TASK REQUIREMENTS — Transcribe the listing exactly; drop the images.

- Opening Delimiter -

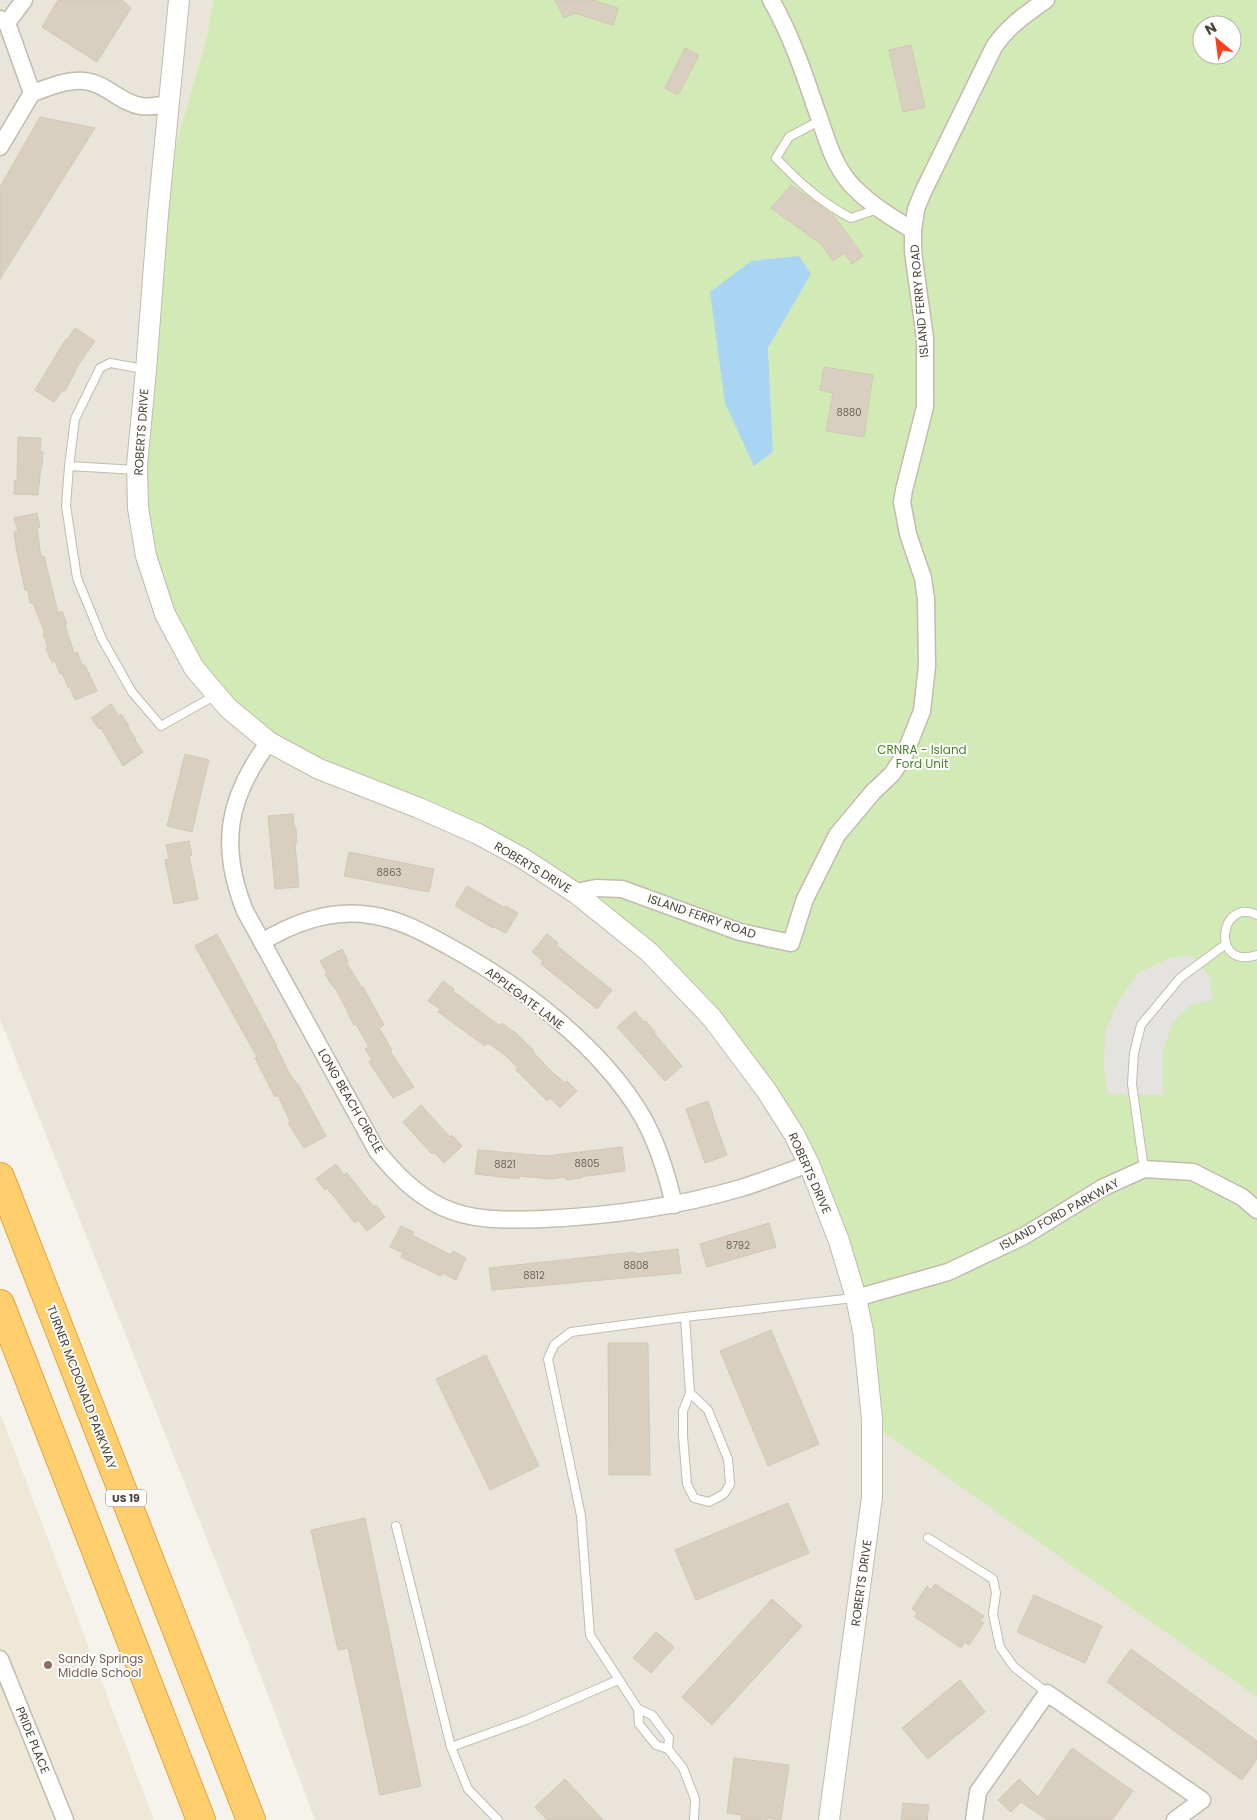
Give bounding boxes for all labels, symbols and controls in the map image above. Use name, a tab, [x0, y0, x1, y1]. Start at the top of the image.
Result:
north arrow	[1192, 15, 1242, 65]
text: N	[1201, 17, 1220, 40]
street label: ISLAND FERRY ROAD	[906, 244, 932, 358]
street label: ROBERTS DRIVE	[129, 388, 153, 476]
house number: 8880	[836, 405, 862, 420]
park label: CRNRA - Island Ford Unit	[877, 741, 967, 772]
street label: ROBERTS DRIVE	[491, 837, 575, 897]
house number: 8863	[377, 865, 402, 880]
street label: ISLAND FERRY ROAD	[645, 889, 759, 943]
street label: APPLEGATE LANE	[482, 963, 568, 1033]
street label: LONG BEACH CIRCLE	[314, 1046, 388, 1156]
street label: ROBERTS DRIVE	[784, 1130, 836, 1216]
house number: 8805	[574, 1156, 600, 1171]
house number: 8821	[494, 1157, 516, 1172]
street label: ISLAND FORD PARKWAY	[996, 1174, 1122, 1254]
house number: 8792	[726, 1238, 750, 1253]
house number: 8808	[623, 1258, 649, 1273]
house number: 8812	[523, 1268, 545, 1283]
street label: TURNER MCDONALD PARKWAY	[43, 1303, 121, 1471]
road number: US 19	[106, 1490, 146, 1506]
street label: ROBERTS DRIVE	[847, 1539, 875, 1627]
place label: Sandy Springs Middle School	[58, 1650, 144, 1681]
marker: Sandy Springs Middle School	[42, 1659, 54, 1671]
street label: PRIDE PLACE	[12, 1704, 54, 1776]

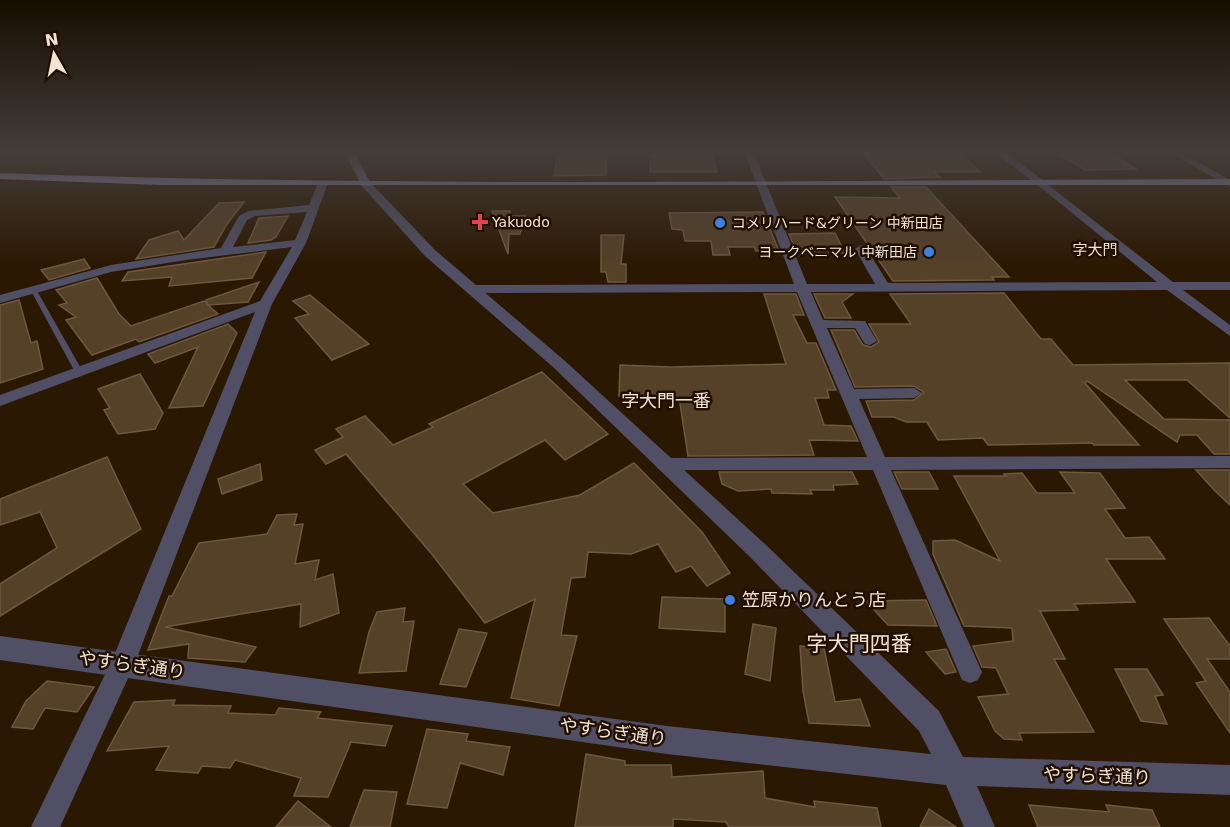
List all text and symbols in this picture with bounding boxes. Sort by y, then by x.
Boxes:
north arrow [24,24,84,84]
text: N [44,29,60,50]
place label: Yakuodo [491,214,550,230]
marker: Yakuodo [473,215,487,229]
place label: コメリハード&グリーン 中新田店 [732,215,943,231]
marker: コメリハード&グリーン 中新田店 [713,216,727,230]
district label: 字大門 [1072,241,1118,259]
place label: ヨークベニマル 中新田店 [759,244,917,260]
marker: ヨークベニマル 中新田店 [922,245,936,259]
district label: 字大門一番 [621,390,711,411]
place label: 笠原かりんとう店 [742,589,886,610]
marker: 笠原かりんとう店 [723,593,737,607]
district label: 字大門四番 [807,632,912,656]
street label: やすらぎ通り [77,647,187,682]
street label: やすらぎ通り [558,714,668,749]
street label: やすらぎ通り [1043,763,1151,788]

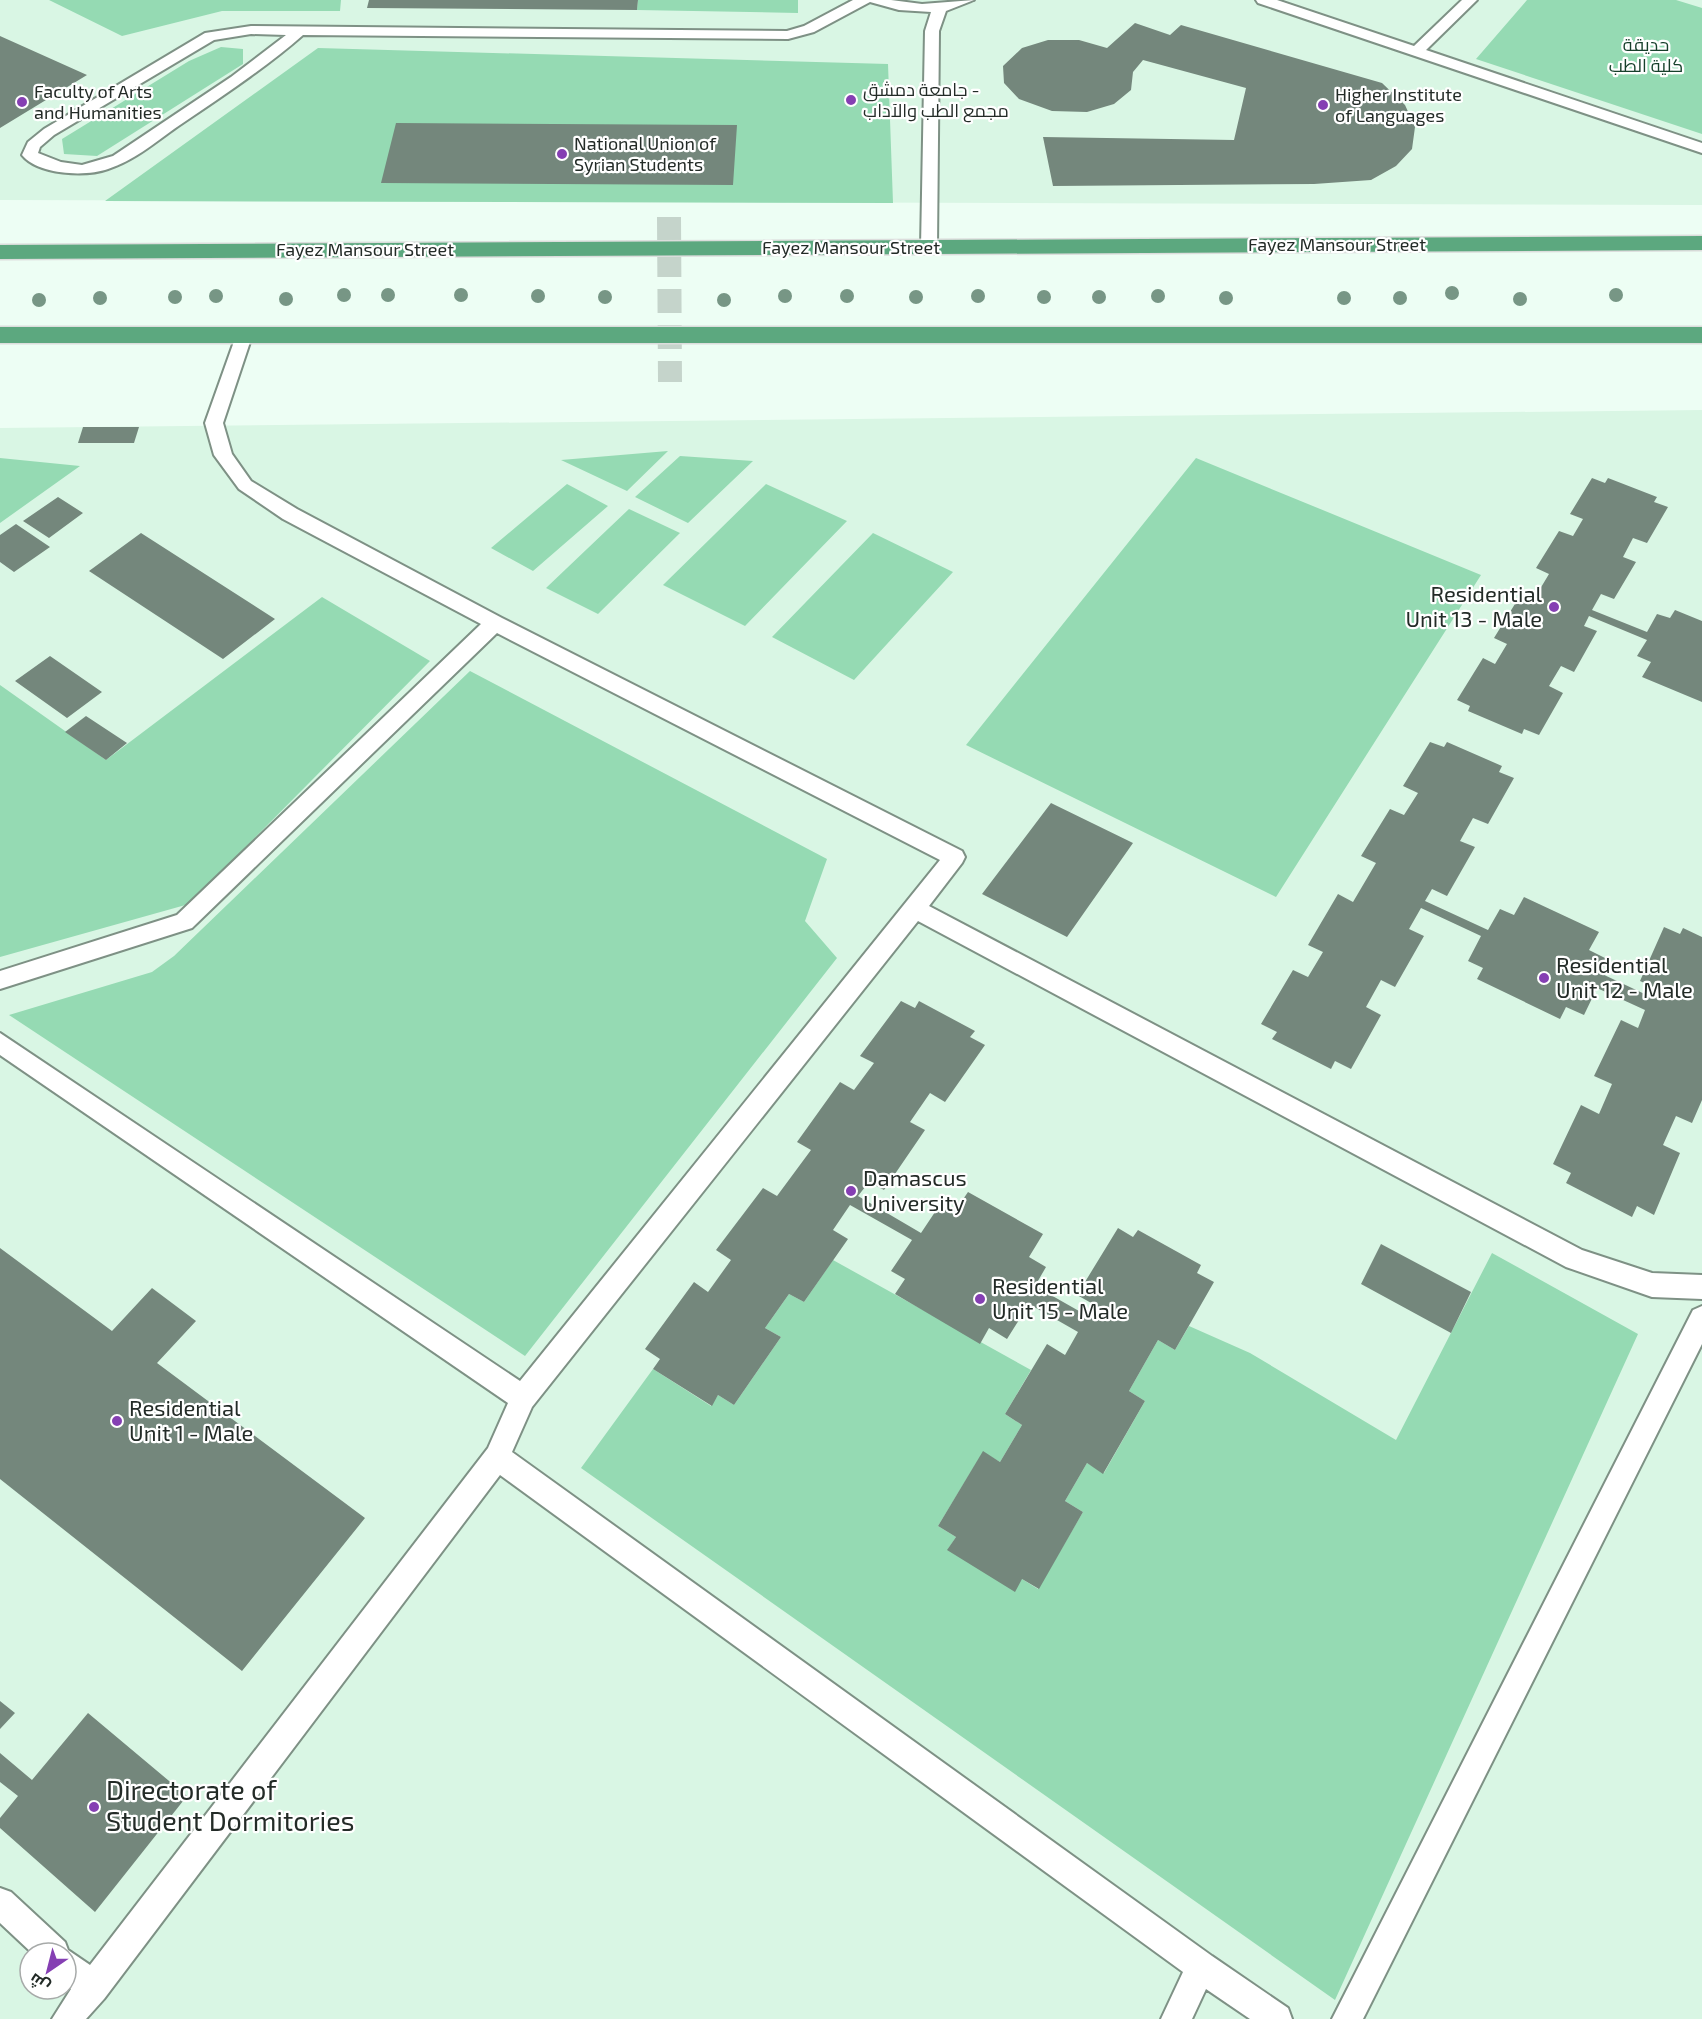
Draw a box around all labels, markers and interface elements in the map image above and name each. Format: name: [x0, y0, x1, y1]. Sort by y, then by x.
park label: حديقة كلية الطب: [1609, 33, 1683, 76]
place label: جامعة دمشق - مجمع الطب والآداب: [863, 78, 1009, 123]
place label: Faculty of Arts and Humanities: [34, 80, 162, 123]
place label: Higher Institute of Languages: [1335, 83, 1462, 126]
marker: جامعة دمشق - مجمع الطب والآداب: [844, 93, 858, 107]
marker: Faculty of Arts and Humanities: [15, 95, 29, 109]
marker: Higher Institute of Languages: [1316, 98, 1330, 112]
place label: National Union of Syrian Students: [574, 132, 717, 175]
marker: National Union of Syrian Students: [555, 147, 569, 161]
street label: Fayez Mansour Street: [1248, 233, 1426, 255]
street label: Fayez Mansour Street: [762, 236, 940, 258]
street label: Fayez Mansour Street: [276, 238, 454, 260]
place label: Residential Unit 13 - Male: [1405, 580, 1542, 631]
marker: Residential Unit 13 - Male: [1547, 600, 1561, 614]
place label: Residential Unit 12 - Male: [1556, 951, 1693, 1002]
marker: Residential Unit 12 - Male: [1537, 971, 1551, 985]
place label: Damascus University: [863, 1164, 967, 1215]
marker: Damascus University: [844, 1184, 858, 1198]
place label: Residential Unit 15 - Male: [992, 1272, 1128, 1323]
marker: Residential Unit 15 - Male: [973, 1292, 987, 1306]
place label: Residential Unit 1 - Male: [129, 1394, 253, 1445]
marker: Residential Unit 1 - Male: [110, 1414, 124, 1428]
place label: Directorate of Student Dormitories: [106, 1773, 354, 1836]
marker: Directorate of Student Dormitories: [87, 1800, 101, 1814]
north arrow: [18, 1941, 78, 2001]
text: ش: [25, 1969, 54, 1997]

- Closing Delimiter -

RESPONSE AREA —
Give bounding boxes for all labels, symbols and controls in the map image above. Use name, a tab, [x0, y0, x1, y1]. Start at the top of the image.
Result:
north arrow	[1192, 15, 1242, 65]
text: N	[1201, 17, 1220, 40]
street label: ISLAND FERRY ROAD	[906, 244, 932, 358]
street label: ROBERTS DRIVE	[129, 388, 153, 476]
house number: 8880	[836, 405, 862, 420]
park label: CRNRA - Island Ford Unit	[877, 741, 967, 772]
street label: ROBERTS DRIVE	[491, 837, 575, 897]
house number: 8863	[377, 865, 402, 880]
street label: ISLAND FERRY ROAD	[645, 889, 759, 943]
street label: APPLEGATE LANE	[482, 963, 568, 1033]
street label: LONG BEACH CIRCLE	[314, 1046, 388, 1156]
street label: ROBERTS DRIVE	[784, 1130, 836, 1216]
house number: 8805	[574, 1156, 600, 1171]
house number: 8821	[494, 1157, 516, 1172]
street label: ISLAND FORD PARKWAY	[996, 1174, 1122, 1254]
house number: 8792	[726, 1238, 750, 1253]
house number: 8808	[623, 1258, 649, 1273]
house number: 8812	[523, 1268, 545, 1283]
street label: TURNER MCDONALD PARKWAY	[43, 1303, 121, 1471]
road number: US 19	[106, 1490, 146, 1506]
street label: ROBERTS DRIVE	[847, 1539, 875, 1627]
place label: Sandy Springs Middle School	[58, 1650, 144, 1681]
marker: Sandy Springs Middle School	[42, 1659, 54, 1671]
street label: PRIDE PLACE	[12, 1704, 54, 1776]

List all text and symbols in this picture with bounding boxes. Sort by y, then by x.
Boxes:
north arrow [24,24,84,84]
text: N [44,29,60,50]
place label: Yakuodo [491,214,550,230]
marker: Yakuodo [473,215,487,229]
place label: コメリハード&グリーン 中新田店 [732,215,943,231]
marker: コメリハード&グリーン 中新田店 [713,216,727,230]
district label: 字大門 [1072,241,1118,259]
place label: ヨークベニマル 中新田店 [759,244,917,260]
marker: ヨークベニマル 中新田店 [922,245,936,259]
district label: 字大門一番 [621,390,711,411]
place label: 笠原かりんとう店 [742,589,886,610]
marker: 笠原かりんとう店 [723,593,737,607]
district label: 字大門四番 [807,632,912,656]
street label: やすらぎ通り [77,647,187,682]
street label: やすらぎ通り [558,714,668,749]
street label: やすらぎ通り [1043,763,1151,788]

Draw a box around all labels, markers and interface elements in the map image above and name each. Format: name: [x0, y0, x1, y1]. Sort by y, then by x.
park label: حديقة كلية الطب: [1609, 33, 1683, 76]
place label: جامعة دمشق - مجمع الطب والآداب: [863, 78, 1009, 123]
place label: Faculty of Arts and Humanities: [34, 80, 162, 123]
place label: Higher Institute of Languages: [1335, 83, 1462, 126]
marker: جامعة دمشق - مجمع الطب والآداب: [844, 93, 858, 107]
marker: Faculty of Arts and Humanities: [15, 95, 29, 109]
marker: Higher Institute of Languages: [1316, 98, 1330, 112]
place label: National Union of Syrian Students: [574, 132, 717, 175]
marker: National Union of Syrian Students: [555, 147, 569, 161]
street label: Fayez Mansour Street: [1248, 233, 1426, 255]
street label: Fayez Mansour Street: [762, 236, 940, 258]
street label: Fayez Mansour Street: [276, 238, 454, 260]
place label: Residential Unit 13 - Male: [1405, 580, 1542, 631]
marker: Residential Unit 13 - Male: [1547, 600, 1561, 614]
place label: Residential Unit 12 - Male: [1556, 951, 1693, 1002]
marker: Residential Unit 12 - Male: [1537, 971, 1551, 985]
place label: Damascus University: [863, 1164, 967, 1215]
marker: Damascus University: [844, 1184, 858, 1198]
place label: Residential Unit 15 - Male: [992, 1272, 1128, 1323]
marker: Residential Unit 15 - Male: [973, 1292, 987, 1306]
place label: Residential Unit 1 - Male: [129, 1394, 253, 1445]
marker: Residential Unit 1 - Male: [110, 1414, 124, 1428]
place label: Directorate of Student Dormitories: [106, 1773, 354, 1836]
marker: Directorate of Student Dormitories: [87, 1800, 101, 1814]
north arrow: [18, 1941, 78, 2001]
text: ش: [25, 1969, 54, 1997]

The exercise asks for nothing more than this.